The Appellant stressed that the Industrial Disputes Act was amended to include the terms ‘skilled’ and ‘operational,’ and the Sales Promotion Employees Act was revised to classify all sales promotion employees as ‘workmen,’ regardless of their compensation. Consequently, it is argued that the definition of ‘workman’ within the Industrial Disputes Act encompasses sales promotion employees. Therefore, the Maharashtra Act is deemed applicable to medical representatives. The Appellant’s counsel relied on precedents such as Kasturi and Sons (P) Ltd. v. N. Salivateeswaran.


The respondent strongly asserts that, given that the medical representatives do not fall within the legal definition of “workmen” as per the Maharashtra Act, the complaint brought forth before the Industrial Court under said Act lacks the necessary legal foundation and must be acknowledged as such. Consequently, the complaint initiated by the appellant-workers under the Maharashtra Act in the current scenario was devoid of merit and, accordingly, appropriately dismissed by the Hon‘ble Industrial Court.
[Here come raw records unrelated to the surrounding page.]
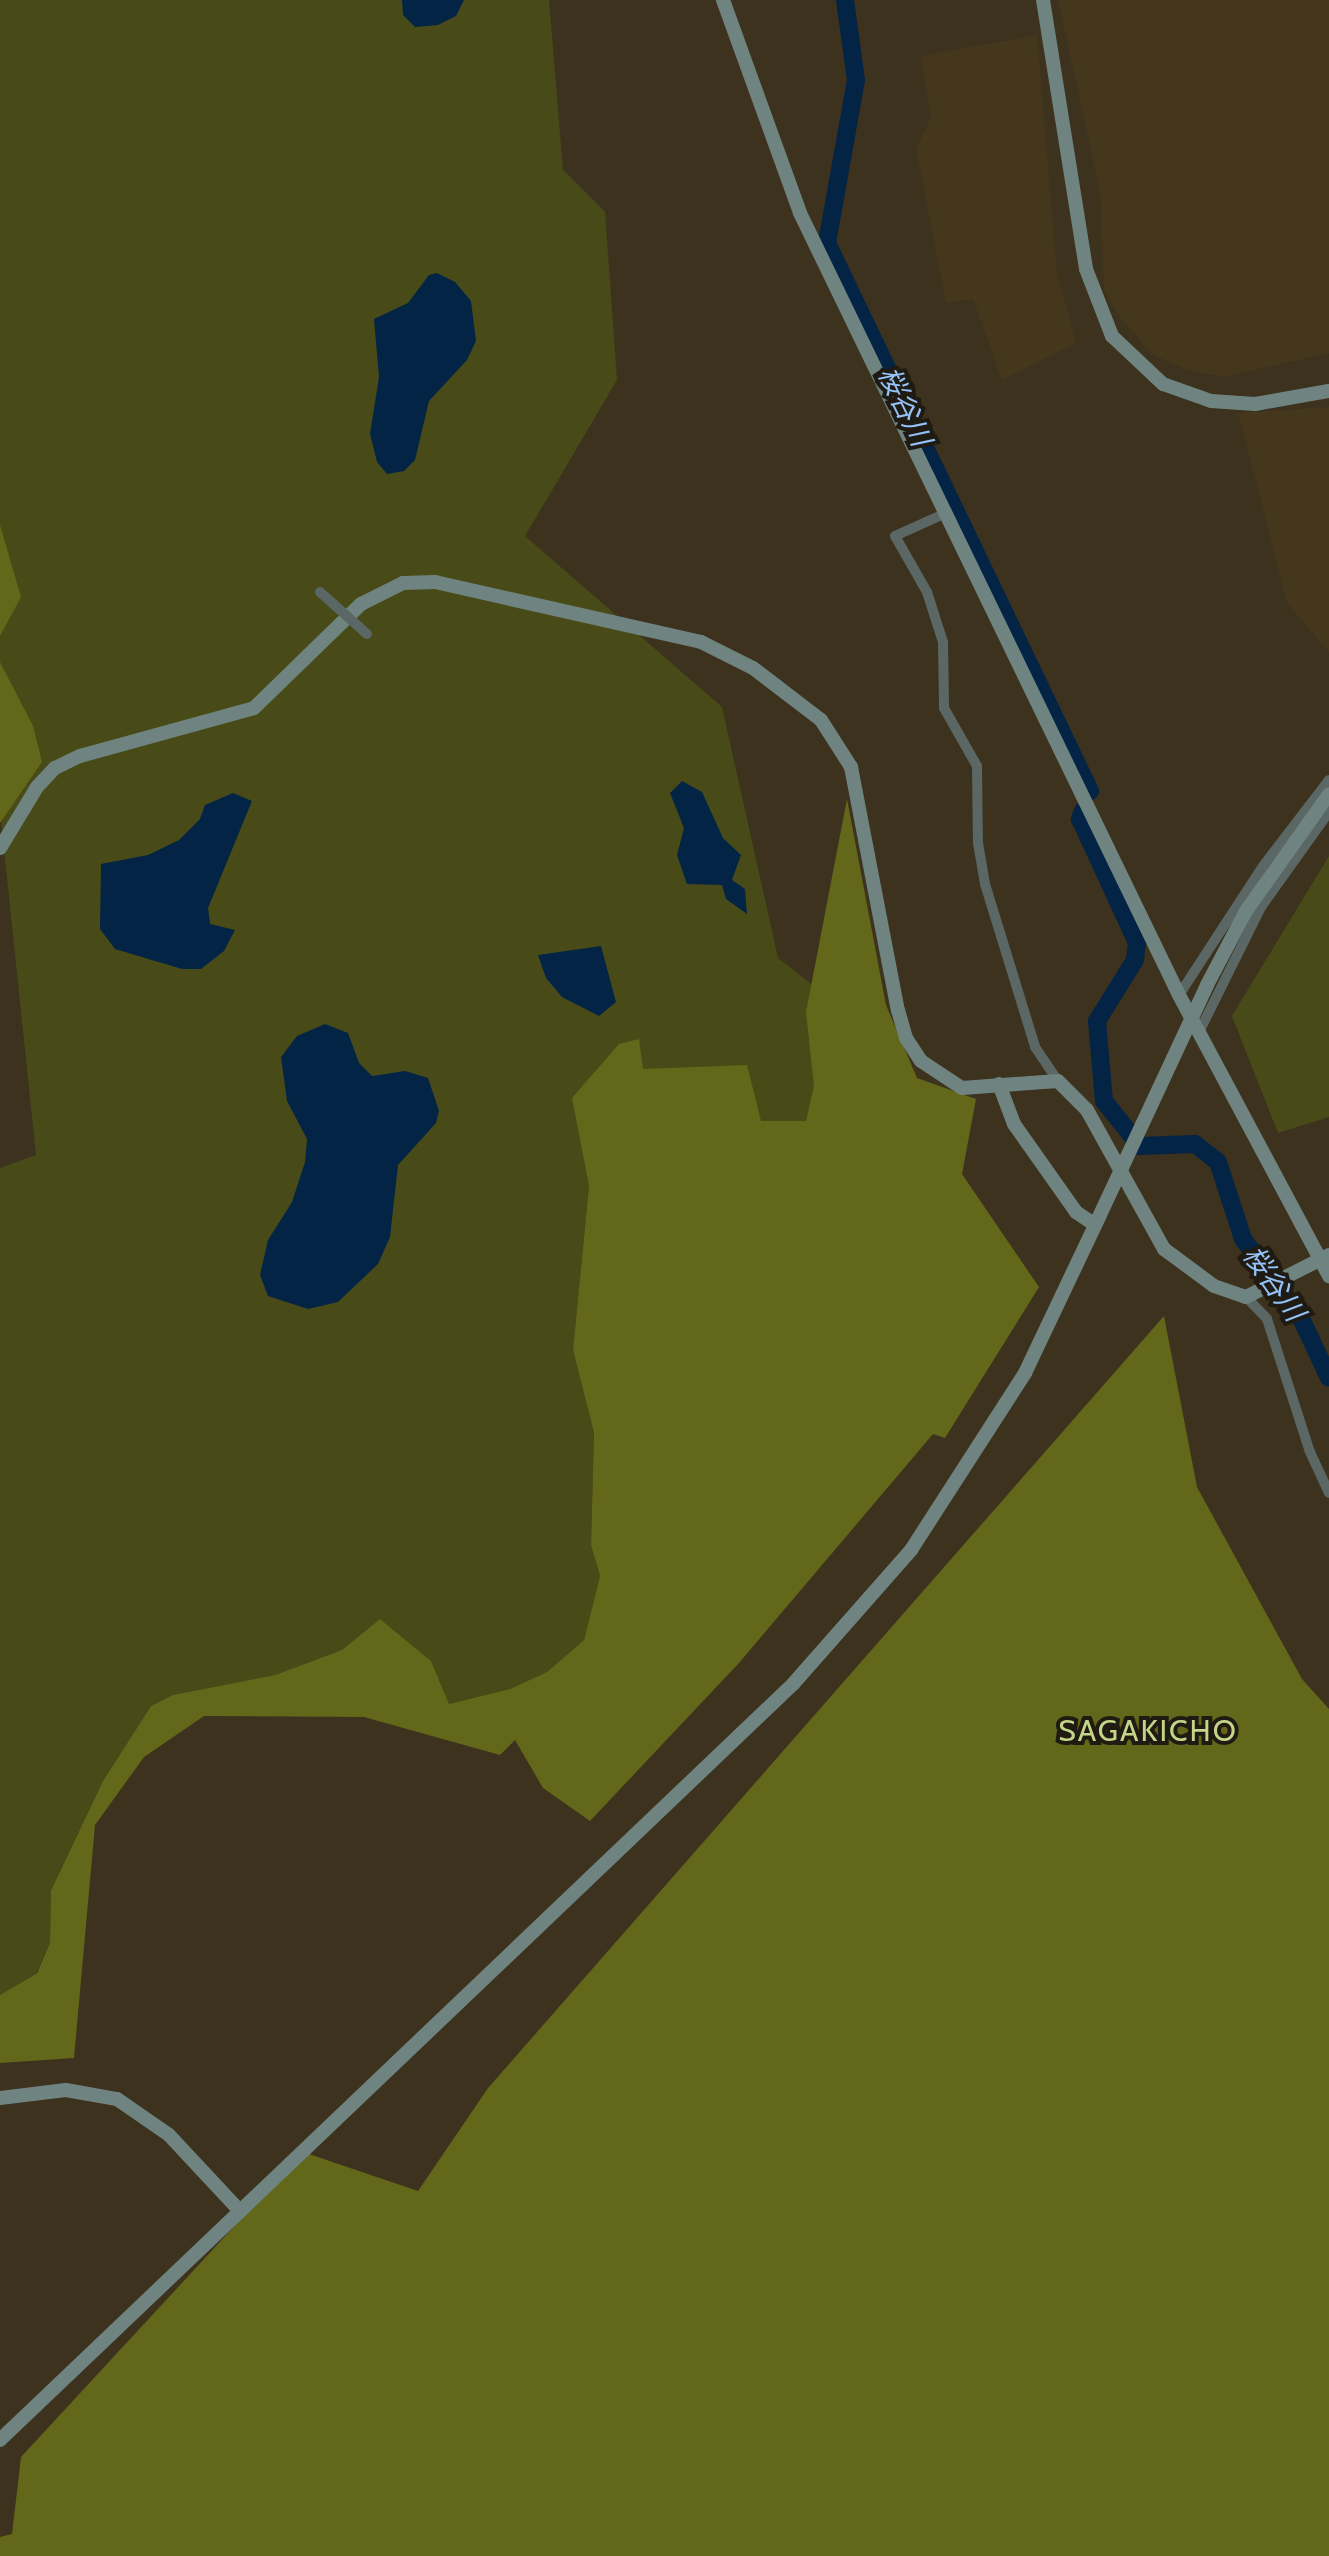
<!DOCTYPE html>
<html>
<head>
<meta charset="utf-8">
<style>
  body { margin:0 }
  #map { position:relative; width:1329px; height:2556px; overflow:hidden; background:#3c321e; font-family:Cabin,"Noto Sans JP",sans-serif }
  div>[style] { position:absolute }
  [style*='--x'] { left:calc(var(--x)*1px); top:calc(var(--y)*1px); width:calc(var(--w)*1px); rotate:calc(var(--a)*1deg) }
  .built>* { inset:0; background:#44371c }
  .green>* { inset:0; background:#484b17 }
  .forest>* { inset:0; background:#636719 }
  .water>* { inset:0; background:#042446 }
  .river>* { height:18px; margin:-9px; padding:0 9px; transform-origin:9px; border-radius:9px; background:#042446 }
  .street>* { height:10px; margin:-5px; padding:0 5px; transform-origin:5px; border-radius:5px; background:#5a6765 }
  .secondary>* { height:14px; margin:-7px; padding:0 7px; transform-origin:7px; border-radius:7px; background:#6f8480 }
  .street-bridge>* { height:10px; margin:-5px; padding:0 5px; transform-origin:5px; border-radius:5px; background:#5a6765 }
  .secondary-bridge>* { height:14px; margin:-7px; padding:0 7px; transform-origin:7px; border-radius:7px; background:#6f8480 }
  span { translate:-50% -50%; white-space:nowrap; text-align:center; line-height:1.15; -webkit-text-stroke:8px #1f1b12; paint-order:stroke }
  .water-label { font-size:28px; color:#94c2f8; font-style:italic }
  .quarter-label { font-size:30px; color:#c4d488; letter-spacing:2px }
</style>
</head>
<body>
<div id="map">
  <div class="built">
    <i style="clip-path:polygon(1058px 0,1329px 0,1329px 353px,1224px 377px,1187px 370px,1152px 354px,1119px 316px,1104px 290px,1100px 192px)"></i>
    <i style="clip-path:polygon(1037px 35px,1057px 272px,1076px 343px,1002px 380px,973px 299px,946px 303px,916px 149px,931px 117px,921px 56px)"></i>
    <i style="clip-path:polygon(1329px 407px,1329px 652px,1287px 603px,1238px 413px)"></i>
  </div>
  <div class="green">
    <i style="clip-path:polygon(0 0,549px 0,563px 170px,605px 212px,617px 380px,525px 536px,722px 707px,778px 958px,819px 990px,816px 1124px,756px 1127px,573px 1098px,589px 1186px,573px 1350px,594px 1434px,591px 1545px,600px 1576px,584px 1640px,547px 1672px,510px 1689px,449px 1704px,431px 1661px,380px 1619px,342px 1650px,275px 1675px,173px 1695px,151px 1706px,103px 1781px,51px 1889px,50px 1943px,36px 1973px,0 1995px,0 1168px,36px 1155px,0 811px)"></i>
    <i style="clip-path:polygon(1329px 856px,1329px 1117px,1278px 1133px,1232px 1016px)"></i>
  </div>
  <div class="forest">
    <i style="clip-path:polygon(0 525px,21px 597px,0 636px)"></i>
    <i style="clip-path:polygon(0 662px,33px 726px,42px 762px,0 823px)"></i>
    <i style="clip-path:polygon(847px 799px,886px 1005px,917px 1078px,976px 1099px,962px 1174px,1039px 1287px,945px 1438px,933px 1434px,739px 1663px,590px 1821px,543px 1788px,515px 1740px,500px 1755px,364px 1717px,204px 1716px,144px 1757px,95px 1825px,74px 2058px,0 2063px,0 1995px,37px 1973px,50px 1943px,51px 1890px,103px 1781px,151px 1706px,173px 1695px,275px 1675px,342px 1650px,380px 1619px,431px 1661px,449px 1704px,510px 1689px,547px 1672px,584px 1640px,600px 1576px,591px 1545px,594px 1433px,573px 1350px,589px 1186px,572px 1098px,619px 1044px,639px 1039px,643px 1069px,747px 1065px,761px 1121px,806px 1121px,814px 1086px,806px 1012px)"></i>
    <i style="clip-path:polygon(1164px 1316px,1197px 1487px,1302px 1679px,1329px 1709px,1329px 2556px,0 2556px,0 2537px,12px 2534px,21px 2457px,303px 2152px,418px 2191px,488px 2088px)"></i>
  </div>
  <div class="water">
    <i style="clip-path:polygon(464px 0,456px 16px,438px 25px,415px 27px,403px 15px,402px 0)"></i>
    <i style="clip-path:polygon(437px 273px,455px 282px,471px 301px,476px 341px,467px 360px,429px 401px,415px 460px,404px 471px,387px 474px,377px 462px,370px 434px,379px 377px,374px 319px,408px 303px,429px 275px)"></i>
    <i style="clip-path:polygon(682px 781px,702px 792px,723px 838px,741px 855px,732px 880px,745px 889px,747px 914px,726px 899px,722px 885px,687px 884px,677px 855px,684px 828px,670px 793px)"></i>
    <i style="clip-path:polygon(233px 793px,252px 801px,208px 908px,210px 924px,235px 930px,224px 951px,201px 969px,182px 969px,115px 949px,100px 929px,101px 864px,148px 855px,179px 840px,200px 819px,205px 805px)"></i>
    <i style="clip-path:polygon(601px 946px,616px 1002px,599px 1016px,562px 997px,546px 978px,538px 955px)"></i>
    <i style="clip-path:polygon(325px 1024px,348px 1033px,359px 1063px,372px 1076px,405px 1071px,428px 1078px,439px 1111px,436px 1123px,398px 1165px,390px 1237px,378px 1264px,338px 1302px,308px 1309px,268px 1296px,260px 1275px,268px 1240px,292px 1202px,305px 1162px,307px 1139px,287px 1101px,281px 1057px,297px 1036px)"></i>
  </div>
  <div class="river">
    <i style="--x:845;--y:0;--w:81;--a:82.2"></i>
    <i style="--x:856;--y:80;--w:166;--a:100.1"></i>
    <i style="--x:827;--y:243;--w:608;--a:64.36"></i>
    <i style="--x:1083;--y:811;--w:9;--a:111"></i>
    <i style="--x:1080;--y:819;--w:136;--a:65.3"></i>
    <i style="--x:1137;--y:943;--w:17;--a:97"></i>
    <i style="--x:1135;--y:960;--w:72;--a:121.9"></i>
    <i style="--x:1097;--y:1021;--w:80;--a:85"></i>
    <i style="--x:1104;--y:1101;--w:58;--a:51.3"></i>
    <i style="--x:1140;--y:1146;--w:55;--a:-2.1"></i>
    <i style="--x:1195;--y:1144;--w:29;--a:38"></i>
    <i style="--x:1218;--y:1162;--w:81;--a:72"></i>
    <i style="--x:1243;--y:1239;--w:96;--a:53.5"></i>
    <i style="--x:1300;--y:1316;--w:68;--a:64.9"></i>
  </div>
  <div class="street">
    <i style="--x:946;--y:513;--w:56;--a:155.7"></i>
    <i style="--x:895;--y:536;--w:64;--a:60.3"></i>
    <i style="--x:927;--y:592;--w:52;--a:72.3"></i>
    <i style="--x:943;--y:642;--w:66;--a:89.1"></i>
    <i style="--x:944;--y:708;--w:67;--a:60.4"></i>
    <i style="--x:977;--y:766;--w:77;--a:89.3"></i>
    <i style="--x:978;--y:843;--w:42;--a:80.3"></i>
    <i style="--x:985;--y:884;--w:170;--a:72.9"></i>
    <i style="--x:1035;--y:1047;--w:41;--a:55.9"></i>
    <i style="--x:1179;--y:995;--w:154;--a:-56.9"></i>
    <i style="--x:1263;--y:866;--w:108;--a:-52.5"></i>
    <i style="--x:1198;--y:1034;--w:142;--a:-63.6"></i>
    <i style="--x:1261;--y:907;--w:117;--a:-54.4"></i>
    <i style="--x:1246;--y:1297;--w:30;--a:46"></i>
    <i style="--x:1267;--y:1319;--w:140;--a:72.1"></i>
    <i style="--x:1310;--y:1452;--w:45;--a:65.1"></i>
  </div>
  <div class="secondary">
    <i style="--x:723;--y:0;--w:226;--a:70.1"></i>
    <i style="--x:800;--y:213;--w:869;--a:64.14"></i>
    <i style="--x:1179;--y:995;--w:319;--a:61.9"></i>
    <i style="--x:1043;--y:0;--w:272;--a:80.9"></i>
    <i style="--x:1086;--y:269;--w:72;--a:68.8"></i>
    <i style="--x:1112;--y:336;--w:70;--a:43.3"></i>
    <i style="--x:1163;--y:384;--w:51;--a:19.5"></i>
    <i style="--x:1211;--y:401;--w:44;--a:3.9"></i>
    <i style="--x:1255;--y:404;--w:75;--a:-10"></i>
    <i style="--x:0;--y:848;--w:71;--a:-58.8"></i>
    <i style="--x:37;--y:787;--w:26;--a:-47"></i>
    <i style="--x:55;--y:768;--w:28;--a:-26"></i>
    <i style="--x:80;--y:756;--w:180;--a:-15.4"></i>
    <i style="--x:254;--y:708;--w:149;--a:-44.2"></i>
    <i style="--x:361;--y:604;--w:47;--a:-26.6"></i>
    <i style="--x:403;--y:583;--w:32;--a:-2"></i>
    <i style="--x:435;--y:582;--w:273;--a:12.7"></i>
    <i style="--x:701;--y:642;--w:58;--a:26.6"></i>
    <i style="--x:753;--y:668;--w:86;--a:37.4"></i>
    <i style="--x:821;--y:720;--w:56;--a:57.4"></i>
    <i style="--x:851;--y:767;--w:248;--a:79.1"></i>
    <i style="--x:898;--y:1010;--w:29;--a:74"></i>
    <i style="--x:906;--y:1038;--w:27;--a:57"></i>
    <i style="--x:921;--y:1061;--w:49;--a:33.4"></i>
    <i style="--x:962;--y:1088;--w:96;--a:-4.2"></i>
    <i style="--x:1058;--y:1081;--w:41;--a:45"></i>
    <i style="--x:1087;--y:1110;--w:159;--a:61"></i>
    <i style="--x:1164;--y:1249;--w:62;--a:36.5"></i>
    <i style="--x:1214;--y:1286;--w:34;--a:19"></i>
    <i style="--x:1246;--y:1297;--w:93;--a:-26.8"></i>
    <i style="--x:1207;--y:985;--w:84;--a:-62.2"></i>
    <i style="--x:1246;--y:911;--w:143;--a:-54.6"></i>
    <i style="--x:999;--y:1084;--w:43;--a:69.4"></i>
    <i style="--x:1014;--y:1124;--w:108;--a:54.8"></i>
    <i style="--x:1076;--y:1212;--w:23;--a:34"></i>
    <i style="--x:0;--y:2098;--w:66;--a:-6.9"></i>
    <i style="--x:66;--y:2090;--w:52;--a:10"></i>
    <i style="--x:117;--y:2099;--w:63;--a:34.7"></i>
    <i style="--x:169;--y:2135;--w:103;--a:47"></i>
    <i style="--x:0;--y:2440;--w:1096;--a:-43.63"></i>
    <i style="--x:793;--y:1684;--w:179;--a:-48.6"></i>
    <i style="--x:911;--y:1550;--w:211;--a:-57.2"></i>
    <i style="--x:1025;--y:1373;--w:173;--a:-64.6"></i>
  </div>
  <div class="street-bridge">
    <i style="--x:320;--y:592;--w:63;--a:41.8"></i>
  </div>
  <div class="secondary-bridge">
    <i style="--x:1099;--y:1217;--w:256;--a:-65"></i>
  </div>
  <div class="water-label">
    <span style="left:905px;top:406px;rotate:64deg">桜谷川</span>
    <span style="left:1274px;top:1283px;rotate:55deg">桜谷川</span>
  </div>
  <div class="quarter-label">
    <span style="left:1148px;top:1731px">SAGAKICHO</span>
  </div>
</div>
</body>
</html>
The Hon’ble Supreme Court observed that the medical representatives do not fall within the legal definition of ‘workmen’ under the Maharashtra Act, the complaint brought forth to the Industrial Court under said Act cannot be sustained. Therefore, the appellant-workmen’s complaint under the Maharashtra Act in this case was rightly dismissed by the Industrial Court.”

The Hon’ble Supreme Court directed the State Government to categorise the employee’s complaint as an industrial dispute in accordance with the Industrial Disputes Act. It further instructed the State Government to promptly forward this matter under Section 10(1)(d) of the aforementioned Act to the Industrial Tribunal in Bombay within four weeks from August 11, 1994.

The Supreme Court directed the respondent-managements to make ex gratia payments of Rs. 100,000 to each appellant within six weeks from August 11,1994. Additionally, in the case of CA No. 242 of 1990, where an individual employee applied for bonus for the years 1977-78 to 1979-80 under Section 33-C(2) of the ID Act, the court directed that the bonus for those years be paid to the appellant-employee as ex gratia payment within the same timeframe.


In conclusion, the Hon’ble Supreme Court, after careful consideration of the legal definitions and arguments presented, determined that the “medical representatives” are not workmen according to the definition of “workman” under Section 2(s) of the Industrial Disputes Act, 1947.